What you should do: Where a line has odd spacing or punctuation, keep it; transcribe all the entries exactly.

Stored data entries:

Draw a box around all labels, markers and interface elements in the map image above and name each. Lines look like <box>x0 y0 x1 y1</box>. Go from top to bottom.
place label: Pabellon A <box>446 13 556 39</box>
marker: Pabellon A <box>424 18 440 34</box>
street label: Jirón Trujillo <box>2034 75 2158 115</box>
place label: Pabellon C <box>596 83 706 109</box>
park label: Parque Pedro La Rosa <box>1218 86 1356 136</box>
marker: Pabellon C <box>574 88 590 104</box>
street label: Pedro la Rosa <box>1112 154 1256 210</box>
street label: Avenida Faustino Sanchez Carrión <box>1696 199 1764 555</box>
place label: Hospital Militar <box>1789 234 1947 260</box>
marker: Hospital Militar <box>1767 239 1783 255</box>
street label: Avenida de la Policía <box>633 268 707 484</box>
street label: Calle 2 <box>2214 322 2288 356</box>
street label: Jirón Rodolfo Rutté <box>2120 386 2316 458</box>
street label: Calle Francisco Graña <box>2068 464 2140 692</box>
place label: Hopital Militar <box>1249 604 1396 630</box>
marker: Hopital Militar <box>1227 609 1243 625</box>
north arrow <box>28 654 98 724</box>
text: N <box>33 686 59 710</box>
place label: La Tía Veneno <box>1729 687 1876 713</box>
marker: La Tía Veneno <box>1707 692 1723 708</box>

Expected output:
Draw a box around all labels, markers and interface elements in the map image above and name each. Lines look like <box>x0 y0 x1 y1</box>. Go from top to bottom.
place label: Pabellon A <box>446 13 556 39</box>
marker: Pabellon A <box>424 18 440 34</box>
street label: Jirón Trujillo <box>2034 75 2158 115</box>
place label: Pabellon C <box>596 83 706 109</box>
park label: Parque Pedro La Rosa <box>1218 86 1356 136</box>
marker: Pabellon C <box>574 88 590 104</box>
street label: Pedro la Rosa <box>1112 154 1256 210</box>
street label: Avenida Faustino Sanchez Carrión <box>1696 199 1764 555</box>
place label: Hospital Militar <box>1789 234 1947 260</box>
marker: Hospital Militar <box>1767 239 1783 255</box>
street label: Avenida de la Policía <box>633 268 707 484</box>
street label: Calle 2 <box>2214 322 2288 356</box>
street label: Jirón Rodolfo Rutté <box>2120 386 2316 458</box>
street label: Calle Francisco Graña <box>2068 464 2140 692</box>
place label: Hopital Militar <box>1249 604 1396 630</box>
marker: Hopital Militar <box>1227 609 1243 625</box>
north arrow <box>28 654 98 724</box>
text: N <box>33 686 59 710</box>
place label: La Tía Veneno <box>1729 687 1876 713</box>
marker: La Tía Veneno <box>1707 692 1723 708</box>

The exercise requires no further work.